SOURCE DATA START
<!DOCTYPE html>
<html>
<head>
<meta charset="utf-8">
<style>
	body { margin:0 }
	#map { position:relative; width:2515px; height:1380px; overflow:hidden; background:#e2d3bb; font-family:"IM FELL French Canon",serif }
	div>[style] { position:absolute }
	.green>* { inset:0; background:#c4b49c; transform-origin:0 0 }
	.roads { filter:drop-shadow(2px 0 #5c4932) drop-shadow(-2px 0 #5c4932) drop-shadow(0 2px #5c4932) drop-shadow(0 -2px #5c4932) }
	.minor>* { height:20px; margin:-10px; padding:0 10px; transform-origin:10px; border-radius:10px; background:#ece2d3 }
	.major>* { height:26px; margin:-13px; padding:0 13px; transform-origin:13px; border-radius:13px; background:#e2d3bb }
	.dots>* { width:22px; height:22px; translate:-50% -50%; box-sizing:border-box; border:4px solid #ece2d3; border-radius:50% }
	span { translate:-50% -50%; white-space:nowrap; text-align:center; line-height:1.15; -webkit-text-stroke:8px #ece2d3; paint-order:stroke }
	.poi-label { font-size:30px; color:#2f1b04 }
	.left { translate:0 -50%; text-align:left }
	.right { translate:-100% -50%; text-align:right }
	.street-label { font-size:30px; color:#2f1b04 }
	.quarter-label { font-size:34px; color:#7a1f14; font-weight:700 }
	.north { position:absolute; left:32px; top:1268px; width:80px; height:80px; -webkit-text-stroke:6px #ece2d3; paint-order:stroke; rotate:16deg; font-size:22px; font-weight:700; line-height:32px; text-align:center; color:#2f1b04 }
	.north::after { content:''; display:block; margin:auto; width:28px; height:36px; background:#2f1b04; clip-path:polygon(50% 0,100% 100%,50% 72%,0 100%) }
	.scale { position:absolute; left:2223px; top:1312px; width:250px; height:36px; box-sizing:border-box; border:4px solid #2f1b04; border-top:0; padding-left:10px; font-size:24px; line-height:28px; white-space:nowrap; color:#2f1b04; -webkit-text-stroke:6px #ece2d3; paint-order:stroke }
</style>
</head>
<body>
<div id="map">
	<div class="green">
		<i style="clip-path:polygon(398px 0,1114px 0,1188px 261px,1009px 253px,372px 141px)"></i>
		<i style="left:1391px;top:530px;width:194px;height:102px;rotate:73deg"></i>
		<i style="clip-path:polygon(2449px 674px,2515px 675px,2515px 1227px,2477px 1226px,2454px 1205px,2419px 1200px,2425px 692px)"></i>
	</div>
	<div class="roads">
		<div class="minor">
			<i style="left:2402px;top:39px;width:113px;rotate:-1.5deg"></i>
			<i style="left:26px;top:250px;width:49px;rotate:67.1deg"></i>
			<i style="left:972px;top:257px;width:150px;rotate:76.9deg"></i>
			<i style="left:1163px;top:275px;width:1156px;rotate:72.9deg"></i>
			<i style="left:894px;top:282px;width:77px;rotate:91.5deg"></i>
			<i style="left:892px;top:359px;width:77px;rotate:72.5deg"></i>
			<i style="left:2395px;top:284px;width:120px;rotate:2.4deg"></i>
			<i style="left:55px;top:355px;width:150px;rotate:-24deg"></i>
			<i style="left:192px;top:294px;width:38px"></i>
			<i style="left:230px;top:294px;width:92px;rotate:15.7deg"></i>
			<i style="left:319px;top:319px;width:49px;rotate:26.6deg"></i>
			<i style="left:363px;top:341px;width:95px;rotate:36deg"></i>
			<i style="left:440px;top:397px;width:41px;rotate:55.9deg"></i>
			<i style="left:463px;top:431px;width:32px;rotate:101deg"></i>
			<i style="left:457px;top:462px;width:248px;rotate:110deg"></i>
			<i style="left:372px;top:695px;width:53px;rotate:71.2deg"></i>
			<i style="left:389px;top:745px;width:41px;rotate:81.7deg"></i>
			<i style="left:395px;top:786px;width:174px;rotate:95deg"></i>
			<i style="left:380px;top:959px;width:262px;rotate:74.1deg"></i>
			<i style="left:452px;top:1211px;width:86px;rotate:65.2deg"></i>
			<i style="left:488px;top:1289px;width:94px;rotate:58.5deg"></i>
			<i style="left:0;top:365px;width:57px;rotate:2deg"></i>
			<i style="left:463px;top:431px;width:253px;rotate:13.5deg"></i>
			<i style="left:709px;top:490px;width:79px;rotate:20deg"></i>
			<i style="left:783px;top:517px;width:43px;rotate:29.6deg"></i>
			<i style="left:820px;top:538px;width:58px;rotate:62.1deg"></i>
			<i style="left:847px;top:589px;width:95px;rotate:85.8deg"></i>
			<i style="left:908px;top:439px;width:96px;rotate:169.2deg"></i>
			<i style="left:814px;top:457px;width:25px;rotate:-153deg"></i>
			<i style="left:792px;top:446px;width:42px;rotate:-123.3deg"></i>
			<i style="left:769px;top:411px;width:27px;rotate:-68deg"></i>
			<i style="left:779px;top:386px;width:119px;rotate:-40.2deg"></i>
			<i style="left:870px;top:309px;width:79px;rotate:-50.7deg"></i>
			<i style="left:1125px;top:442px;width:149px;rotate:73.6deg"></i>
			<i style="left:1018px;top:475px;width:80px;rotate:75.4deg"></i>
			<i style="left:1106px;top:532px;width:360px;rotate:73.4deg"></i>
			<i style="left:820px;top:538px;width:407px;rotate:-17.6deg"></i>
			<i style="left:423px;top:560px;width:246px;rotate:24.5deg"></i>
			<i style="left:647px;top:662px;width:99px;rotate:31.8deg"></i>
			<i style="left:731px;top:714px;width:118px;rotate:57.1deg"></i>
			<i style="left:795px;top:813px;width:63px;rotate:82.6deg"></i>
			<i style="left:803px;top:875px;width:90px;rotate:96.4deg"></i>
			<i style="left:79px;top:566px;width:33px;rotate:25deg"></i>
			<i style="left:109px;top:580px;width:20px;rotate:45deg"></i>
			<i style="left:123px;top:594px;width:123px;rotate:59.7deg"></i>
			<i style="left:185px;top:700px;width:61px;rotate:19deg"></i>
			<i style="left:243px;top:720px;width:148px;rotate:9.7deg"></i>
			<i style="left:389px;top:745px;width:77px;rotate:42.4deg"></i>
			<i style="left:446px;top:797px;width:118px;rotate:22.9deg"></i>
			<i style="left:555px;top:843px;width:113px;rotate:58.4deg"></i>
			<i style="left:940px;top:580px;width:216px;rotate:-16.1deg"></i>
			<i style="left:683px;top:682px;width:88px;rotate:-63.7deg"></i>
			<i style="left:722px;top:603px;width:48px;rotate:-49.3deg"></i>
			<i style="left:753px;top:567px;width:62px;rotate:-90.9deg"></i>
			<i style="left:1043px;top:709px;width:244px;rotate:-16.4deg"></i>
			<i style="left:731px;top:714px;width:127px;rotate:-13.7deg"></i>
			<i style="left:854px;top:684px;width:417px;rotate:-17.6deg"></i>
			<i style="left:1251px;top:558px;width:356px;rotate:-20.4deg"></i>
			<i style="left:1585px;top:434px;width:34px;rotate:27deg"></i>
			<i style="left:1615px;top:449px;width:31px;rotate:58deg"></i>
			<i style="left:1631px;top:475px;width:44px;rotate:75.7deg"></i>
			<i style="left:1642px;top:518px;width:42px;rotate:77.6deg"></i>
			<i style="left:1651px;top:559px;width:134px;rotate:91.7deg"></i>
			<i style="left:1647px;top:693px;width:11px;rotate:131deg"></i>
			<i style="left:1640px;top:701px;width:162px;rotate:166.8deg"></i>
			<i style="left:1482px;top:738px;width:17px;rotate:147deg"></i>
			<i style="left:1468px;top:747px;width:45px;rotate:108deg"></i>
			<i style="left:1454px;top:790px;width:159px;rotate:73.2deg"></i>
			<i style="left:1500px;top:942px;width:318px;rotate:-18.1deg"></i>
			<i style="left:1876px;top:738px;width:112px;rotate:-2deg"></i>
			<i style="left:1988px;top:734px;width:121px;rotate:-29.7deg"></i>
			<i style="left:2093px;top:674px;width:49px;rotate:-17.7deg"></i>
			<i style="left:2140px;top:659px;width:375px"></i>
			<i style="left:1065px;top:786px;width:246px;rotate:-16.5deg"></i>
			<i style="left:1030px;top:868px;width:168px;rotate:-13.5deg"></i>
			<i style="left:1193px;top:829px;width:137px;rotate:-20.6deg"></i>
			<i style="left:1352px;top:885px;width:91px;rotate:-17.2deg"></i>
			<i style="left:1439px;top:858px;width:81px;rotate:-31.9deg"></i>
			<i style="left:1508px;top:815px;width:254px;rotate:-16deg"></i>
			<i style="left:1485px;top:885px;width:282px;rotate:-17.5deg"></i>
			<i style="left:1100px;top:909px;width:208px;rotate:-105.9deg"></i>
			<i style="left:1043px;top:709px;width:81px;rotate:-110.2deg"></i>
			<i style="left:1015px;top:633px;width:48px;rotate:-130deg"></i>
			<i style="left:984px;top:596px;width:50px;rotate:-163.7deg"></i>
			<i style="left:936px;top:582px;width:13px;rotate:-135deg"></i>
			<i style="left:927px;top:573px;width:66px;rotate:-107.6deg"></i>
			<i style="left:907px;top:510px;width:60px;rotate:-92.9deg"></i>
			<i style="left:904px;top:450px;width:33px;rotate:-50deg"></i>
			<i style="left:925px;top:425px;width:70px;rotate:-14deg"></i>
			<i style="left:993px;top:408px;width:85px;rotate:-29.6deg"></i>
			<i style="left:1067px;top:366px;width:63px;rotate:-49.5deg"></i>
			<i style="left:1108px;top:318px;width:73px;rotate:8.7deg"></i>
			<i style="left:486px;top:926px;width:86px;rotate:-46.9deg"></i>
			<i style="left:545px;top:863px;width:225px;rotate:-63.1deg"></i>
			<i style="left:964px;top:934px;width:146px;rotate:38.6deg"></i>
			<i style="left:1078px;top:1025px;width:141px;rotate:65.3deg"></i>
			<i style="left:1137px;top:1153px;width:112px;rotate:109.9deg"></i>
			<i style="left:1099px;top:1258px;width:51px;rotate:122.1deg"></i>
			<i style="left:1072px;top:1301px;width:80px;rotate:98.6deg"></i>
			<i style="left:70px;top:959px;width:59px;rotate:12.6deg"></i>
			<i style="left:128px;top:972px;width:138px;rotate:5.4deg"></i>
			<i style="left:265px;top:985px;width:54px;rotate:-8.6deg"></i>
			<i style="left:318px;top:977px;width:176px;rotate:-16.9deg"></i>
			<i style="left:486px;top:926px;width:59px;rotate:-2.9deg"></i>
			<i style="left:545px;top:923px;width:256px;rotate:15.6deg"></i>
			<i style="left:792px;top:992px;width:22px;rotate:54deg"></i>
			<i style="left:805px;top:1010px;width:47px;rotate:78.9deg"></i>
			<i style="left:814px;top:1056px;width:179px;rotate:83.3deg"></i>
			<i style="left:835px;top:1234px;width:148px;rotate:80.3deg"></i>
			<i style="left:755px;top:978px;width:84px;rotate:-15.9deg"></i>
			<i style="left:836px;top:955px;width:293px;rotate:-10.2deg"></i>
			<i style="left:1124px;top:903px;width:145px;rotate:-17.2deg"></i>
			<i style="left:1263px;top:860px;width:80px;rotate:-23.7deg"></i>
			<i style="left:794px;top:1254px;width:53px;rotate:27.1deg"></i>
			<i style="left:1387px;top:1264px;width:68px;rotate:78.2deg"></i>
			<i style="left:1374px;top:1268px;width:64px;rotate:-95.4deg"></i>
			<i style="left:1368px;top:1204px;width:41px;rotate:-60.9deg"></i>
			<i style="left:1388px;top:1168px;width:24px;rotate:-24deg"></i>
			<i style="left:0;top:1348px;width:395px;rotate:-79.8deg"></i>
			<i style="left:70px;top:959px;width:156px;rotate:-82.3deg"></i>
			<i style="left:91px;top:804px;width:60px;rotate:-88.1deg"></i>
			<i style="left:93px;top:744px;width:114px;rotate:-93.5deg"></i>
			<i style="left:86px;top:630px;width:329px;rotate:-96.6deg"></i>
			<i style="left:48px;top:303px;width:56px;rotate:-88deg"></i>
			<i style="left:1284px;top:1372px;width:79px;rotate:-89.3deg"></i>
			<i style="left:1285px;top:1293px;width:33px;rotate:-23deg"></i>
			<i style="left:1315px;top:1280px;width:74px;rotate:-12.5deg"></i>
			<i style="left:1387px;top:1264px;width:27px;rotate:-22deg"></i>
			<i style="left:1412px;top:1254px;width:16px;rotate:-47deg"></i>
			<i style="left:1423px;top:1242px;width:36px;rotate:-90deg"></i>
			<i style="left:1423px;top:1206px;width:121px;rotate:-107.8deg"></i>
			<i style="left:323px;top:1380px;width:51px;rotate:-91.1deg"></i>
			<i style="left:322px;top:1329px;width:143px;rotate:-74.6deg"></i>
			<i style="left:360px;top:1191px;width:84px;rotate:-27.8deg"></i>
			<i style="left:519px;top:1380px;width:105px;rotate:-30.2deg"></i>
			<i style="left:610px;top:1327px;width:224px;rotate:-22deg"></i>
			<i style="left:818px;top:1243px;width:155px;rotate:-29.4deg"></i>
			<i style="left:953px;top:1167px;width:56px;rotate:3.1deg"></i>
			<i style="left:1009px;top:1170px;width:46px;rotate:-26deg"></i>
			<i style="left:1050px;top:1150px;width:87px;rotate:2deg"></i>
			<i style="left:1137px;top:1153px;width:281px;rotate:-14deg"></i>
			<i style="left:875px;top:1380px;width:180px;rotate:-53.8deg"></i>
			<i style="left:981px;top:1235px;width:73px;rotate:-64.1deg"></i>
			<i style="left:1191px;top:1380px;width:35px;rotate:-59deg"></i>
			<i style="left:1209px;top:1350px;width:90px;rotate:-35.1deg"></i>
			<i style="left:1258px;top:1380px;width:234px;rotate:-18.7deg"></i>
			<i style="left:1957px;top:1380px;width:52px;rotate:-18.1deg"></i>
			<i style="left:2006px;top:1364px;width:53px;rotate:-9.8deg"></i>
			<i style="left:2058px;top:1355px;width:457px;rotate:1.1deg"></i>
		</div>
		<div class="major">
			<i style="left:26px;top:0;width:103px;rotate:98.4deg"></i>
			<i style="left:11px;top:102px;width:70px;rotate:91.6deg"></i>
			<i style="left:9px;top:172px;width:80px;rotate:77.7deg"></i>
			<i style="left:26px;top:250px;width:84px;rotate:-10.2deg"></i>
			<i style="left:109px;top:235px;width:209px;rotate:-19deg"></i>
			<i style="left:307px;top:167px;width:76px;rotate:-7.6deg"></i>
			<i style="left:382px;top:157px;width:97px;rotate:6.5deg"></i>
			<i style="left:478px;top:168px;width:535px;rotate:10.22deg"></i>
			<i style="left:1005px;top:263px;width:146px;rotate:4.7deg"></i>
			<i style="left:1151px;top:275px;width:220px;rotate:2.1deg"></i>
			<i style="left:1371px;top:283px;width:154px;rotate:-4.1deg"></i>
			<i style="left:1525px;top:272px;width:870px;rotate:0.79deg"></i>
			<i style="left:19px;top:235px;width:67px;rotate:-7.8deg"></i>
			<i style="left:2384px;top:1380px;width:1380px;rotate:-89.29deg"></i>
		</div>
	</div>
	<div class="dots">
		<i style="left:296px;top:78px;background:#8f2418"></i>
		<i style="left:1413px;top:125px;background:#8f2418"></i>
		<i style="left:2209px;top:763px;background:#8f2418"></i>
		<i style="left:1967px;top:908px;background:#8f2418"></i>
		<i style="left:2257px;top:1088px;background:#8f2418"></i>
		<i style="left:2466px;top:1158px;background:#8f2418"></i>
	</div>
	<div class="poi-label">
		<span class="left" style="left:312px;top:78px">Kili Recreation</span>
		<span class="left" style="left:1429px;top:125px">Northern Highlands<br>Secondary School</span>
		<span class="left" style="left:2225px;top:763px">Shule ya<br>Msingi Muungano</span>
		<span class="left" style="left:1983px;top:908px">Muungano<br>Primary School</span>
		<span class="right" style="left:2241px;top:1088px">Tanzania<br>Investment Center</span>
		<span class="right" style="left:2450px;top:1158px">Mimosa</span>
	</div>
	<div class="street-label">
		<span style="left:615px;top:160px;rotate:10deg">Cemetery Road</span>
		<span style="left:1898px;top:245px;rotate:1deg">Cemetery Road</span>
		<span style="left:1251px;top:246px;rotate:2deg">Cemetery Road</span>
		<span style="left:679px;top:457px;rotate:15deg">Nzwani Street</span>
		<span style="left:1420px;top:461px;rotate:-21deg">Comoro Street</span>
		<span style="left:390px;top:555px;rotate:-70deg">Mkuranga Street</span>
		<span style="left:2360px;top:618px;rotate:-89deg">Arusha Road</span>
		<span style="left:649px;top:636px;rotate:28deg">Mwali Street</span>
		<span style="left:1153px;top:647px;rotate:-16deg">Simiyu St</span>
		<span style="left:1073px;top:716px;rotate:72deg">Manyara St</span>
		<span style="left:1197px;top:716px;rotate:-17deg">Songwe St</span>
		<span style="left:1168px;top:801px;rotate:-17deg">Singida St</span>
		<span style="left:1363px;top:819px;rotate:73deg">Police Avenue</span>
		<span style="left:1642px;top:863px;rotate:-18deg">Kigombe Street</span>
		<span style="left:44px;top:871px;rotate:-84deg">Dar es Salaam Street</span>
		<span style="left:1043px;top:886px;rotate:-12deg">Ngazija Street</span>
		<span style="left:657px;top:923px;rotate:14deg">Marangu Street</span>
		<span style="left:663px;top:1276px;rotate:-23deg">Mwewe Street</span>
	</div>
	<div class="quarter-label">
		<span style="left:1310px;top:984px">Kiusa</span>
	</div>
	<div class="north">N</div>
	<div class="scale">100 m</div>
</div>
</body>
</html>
SOURCE DATA END
Lines with the string "roads": pick each one out of the material and return it.

	.roads { filter:drop-shadow(2px 0 #5c4932) drop-shadow(-2px 0 #5c4932) drop-shadow(0 2px #5c4932) drop-shadow(0 -2px #5c4932) }
	<div class="roads">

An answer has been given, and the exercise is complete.